Little-known KU museum turning 15
Curator Paul Rehak wants to take the wraps off the Wilcox Classical Museum, a sleepy Kansas University institution that is hidden in plain sight.
“Unfortunately, we don’t get many people walking in off the street,” said Erika Dickey, a graduate student and guard at the museum. “I frankly don’t think even people who would be interested know about it.”
Most days, Dickey said, no more than 10 or 20 students — most of them assigned to do so — visit the museum, which is tucked inside Lippincott Hall and advertised with a small sign out front.
As the museum, which celebrates ancient Greek and Roman life, marks its 15th anniversary today, Rehak is looking to increase awareness of the collection.
“We want to get the word out,” said Rehak, assistant professor of classics.
The museum opened in October 1988. It has two sections. In one are displayed genuine antiquities, including tiles with Latin and Greek inscriptions, historical coins and other items, such as lamps.
It is the other section that typically gets the most attention. It is dedicated to plaster of Paris casts of famous Roman and Greek statues, including the “Venus de Milo” and sections of the frieze from the Parthenon.
Historical copies
Betty Banks, retired professor of classics who initially organized the Wilcox Museum, said the first of those casts arrived on campus in 1888. In the late 1800s and early 1900s — when travel was more difficult and high-quality photographs were harder to come by — many museums and universities ordered casts to teach visitors and students about classical art.

Kansas University junior John Senn, left, of St. Louis, and classics professor John Younger clean a plaster cast panel that is part of the Wilcox Classical Museum collection. The little-known museum at KU is marking its 15th anniversary today. Senn and students in assistant professor of classics Paul Rehak's archaeological discovery class are restoring additional pieces that have been in storage, to allow the museum to have a rotating collection.
The casts were on display in Old Fraser Hall until the building’s demise in 1965. They were moved to a storage facility on west campus, where a leaky roof significantly damaged the plaster of Paris.
Then, after the school of law moved to the newly constructed Green Hall, the classics department secured a portion of the first floor of Lippincott to again display the casts and other items from the collection.

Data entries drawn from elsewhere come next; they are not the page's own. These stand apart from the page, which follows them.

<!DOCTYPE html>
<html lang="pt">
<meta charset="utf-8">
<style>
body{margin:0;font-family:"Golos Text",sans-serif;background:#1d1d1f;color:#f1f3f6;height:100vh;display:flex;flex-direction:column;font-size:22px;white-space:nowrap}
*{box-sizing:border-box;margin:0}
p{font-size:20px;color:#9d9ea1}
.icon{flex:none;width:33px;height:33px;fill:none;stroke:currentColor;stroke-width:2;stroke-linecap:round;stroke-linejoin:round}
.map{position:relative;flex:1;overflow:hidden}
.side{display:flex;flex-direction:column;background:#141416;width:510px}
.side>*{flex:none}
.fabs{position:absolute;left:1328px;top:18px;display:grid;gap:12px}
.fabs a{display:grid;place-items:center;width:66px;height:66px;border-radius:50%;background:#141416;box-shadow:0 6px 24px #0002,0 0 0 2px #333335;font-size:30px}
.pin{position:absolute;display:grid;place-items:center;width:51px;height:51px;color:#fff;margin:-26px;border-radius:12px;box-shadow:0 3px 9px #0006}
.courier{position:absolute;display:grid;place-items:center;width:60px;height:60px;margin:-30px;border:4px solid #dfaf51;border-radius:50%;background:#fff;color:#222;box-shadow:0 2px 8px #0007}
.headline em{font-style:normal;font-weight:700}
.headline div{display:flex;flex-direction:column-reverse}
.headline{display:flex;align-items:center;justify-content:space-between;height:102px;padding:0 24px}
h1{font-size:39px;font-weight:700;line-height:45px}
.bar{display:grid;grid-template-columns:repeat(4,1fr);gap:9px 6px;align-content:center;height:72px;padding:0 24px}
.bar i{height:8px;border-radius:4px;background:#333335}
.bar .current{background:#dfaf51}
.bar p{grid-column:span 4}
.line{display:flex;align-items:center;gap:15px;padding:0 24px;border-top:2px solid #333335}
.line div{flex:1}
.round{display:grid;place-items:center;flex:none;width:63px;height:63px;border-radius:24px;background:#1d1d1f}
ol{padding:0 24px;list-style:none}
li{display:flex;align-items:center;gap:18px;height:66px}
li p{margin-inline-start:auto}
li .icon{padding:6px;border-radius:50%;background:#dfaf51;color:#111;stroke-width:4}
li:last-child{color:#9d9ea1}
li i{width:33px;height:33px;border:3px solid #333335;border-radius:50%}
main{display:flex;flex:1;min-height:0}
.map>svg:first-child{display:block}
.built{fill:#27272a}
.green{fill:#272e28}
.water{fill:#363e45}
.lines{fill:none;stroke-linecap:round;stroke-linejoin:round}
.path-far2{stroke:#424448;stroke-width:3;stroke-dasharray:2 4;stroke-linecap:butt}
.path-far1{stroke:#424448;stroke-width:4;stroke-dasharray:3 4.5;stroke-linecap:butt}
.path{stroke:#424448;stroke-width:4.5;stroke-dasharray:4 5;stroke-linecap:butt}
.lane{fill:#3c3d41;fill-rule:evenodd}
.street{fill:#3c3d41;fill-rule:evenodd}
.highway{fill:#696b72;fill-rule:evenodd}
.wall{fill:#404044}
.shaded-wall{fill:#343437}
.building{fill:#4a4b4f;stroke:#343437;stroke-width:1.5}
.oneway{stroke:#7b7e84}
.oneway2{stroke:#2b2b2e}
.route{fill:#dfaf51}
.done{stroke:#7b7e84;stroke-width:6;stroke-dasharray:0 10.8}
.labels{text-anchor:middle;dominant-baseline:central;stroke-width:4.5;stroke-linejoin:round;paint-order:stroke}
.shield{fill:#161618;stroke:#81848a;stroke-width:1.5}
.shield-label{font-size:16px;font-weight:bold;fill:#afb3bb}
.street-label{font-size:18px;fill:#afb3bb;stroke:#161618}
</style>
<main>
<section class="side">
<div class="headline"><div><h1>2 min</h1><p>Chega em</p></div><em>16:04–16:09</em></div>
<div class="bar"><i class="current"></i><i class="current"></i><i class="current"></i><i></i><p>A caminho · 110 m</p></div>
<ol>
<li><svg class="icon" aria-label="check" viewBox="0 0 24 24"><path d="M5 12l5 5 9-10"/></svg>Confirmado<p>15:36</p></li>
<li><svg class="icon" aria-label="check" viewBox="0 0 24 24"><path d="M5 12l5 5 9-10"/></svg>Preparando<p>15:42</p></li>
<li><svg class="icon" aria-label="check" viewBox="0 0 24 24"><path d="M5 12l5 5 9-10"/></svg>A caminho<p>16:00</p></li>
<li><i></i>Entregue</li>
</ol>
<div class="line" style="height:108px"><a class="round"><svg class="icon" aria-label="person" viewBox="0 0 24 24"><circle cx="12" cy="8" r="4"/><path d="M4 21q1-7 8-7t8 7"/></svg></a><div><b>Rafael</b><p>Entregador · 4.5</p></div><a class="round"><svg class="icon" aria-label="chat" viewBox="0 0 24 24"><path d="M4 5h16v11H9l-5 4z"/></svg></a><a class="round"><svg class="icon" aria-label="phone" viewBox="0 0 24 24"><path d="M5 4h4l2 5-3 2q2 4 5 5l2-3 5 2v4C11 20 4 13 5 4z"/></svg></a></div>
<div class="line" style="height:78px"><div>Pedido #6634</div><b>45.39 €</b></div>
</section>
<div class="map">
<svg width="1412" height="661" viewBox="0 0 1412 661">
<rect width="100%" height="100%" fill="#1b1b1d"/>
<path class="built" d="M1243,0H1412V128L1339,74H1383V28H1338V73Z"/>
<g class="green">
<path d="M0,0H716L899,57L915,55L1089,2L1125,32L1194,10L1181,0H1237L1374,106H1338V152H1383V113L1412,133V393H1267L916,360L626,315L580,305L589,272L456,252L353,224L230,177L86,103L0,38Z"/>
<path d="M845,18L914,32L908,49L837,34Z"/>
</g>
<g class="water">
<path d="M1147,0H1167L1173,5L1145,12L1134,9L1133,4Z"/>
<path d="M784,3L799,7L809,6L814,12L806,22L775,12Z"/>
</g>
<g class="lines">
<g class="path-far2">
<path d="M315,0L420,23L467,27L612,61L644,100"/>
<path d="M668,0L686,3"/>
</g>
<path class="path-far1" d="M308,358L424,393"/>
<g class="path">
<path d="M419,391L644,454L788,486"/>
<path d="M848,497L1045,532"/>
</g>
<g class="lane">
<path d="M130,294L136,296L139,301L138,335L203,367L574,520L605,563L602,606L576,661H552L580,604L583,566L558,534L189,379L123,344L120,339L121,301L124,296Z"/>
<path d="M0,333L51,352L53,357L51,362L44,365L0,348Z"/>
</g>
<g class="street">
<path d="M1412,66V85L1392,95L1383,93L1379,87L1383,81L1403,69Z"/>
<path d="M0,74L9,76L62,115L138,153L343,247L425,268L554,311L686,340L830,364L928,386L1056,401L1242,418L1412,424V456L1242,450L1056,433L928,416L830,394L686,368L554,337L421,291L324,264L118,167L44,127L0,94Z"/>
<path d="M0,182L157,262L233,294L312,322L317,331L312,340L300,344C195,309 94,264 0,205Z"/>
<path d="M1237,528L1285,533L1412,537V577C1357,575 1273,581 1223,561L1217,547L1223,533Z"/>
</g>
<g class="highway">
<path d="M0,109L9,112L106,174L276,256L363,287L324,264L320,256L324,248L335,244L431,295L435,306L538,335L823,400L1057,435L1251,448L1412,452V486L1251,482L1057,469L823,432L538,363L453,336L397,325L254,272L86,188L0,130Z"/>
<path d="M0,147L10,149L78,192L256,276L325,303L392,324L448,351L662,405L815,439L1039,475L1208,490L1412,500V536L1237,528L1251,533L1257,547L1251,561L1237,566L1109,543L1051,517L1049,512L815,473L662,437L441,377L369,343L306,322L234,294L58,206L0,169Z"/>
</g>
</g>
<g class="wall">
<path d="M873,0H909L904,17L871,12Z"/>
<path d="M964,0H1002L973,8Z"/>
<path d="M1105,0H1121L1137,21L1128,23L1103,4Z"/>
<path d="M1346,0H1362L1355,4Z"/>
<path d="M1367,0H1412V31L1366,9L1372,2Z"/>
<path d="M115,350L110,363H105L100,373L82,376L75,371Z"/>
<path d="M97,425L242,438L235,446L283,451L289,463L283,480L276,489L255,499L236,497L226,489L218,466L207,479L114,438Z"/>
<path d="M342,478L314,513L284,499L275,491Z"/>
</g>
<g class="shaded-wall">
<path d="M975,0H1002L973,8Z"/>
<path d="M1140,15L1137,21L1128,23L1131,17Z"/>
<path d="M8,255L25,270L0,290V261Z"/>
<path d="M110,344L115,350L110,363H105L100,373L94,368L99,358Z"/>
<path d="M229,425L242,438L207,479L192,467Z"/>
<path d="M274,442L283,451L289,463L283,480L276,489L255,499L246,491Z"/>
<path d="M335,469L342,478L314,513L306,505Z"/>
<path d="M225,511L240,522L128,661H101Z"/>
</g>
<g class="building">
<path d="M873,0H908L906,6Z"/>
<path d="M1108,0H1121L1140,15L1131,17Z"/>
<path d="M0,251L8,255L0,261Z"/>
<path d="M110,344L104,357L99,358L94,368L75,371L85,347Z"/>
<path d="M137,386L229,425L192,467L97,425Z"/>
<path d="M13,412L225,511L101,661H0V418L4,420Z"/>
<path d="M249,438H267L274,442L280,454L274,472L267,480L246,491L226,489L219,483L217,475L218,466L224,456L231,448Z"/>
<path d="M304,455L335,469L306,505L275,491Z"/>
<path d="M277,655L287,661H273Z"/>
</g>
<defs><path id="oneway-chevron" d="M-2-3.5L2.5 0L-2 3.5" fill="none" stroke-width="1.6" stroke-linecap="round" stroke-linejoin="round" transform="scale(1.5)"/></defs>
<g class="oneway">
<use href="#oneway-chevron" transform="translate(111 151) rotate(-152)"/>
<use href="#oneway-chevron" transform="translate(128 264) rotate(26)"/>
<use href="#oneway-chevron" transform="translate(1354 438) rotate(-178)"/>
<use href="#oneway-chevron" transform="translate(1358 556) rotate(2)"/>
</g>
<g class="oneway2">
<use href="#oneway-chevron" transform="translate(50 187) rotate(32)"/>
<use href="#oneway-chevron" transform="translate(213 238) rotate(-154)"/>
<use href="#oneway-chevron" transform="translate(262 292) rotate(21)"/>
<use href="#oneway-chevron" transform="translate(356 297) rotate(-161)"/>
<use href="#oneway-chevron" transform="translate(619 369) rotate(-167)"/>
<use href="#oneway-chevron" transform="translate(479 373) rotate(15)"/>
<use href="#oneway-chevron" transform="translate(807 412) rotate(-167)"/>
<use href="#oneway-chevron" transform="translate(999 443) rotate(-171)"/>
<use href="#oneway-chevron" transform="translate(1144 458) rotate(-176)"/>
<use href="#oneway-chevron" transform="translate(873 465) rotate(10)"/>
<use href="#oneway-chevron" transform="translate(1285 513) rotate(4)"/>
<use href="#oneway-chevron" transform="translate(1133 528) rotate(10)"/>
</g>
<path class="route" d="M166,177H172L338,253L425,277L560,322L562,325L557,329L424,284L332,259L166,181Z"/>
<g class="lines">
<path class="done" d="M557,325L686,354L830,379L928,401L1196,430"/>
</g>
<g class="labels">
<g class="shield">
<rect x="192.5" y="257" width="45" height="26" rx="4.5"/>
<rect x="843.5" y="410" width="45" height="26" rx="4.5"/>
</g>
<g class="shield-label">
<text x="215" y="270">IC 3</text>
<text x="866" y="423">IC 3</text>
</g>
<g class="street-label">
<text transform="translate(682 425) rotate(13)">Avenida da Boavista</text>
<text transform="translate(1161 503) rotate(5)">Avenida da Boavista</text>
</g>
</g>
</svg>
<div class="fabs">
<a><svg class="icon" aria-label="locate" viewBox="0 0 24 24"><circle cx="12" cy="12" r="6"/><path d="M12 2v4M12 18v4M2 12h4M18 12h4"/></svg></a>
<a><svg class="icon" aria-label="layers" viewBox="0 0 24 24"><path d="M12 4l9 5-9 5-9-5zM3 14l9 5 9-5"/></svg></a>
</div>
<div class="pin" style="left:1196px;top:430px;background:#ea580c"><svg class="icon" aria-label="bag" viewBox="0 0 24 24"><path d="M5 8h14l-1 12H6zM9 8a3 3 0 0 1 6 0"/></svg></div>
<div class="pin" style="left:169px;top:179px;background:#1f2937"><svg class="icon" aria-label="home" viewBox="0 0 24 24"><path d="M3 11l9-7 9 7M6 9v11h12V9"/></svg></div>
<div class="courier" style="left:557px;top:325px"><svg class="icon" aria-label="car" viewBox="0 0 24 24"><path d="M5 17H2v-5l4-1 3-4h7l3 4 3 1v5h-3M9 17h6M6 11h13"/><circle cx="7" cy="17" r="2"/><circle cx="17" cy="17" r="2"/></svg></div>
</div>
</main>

After more than a year spent restoring the damaged casts, the museum opened. It is named for A.M. Wilcox, a former professor of classics.
Teaching facility
Today, the museum gets between 2,000 and 3,000 visitors a year, mostly students assigned to go there for classes.
“It’s a modest facility, and its purpose is primarily pedagogical,” Banks said. “But it turned out to be useful to more departments than we ever imagined.”
Classics students tour the museum to learn about the era. Art students learn about the pieces and use the casts to learn to draw nudes. Students studying Greek and Latin use the inscriptions to learn about the languages.
“I think it offers a lot more than an art history book,” Dickey said. “This is actually a 3-D view. As a student you get a much better understanding and appreciation of the level of art at the time.”
Looking to the future
Now, Rehak said, it’s time to share the museum with more people.
He came to KU in 2001 and pledged to spend two years with the collection before making any major changes.
Now, he wants to start public programs based on the museum, a docent program and an internship program for museum studies students.
One of Rehak’s classes is restoring additional pieces that have been in storage, to allow the museum to have a rotating collection. Most of the pieces on display haven’t changed since the museum opened in 1988.
The casts themselves — and not just the statues they represent — are becoming a part of art history, since only about a dozen cast collections exist in the United States.
“A lot of them ended up in fraternities and sororities with mustaches painted on them, that sort of thing,” Rehak said.
Another of Rehak’s goals is to restore the museum’s hours. It was open 40 hours a week until budget cutbacks forced the elimination of the full-time guard position last year. Now, students staff the museum from 1 p.m. to 5 p.m. Monday though Friday.
Though he’d like more public attendance, Rehak said the museum’s primary focus would continue to be on students.
“The collection was designed as a teaching collection,” he said. “We’re not trying to outdo the Metropolitan Museum of Art.”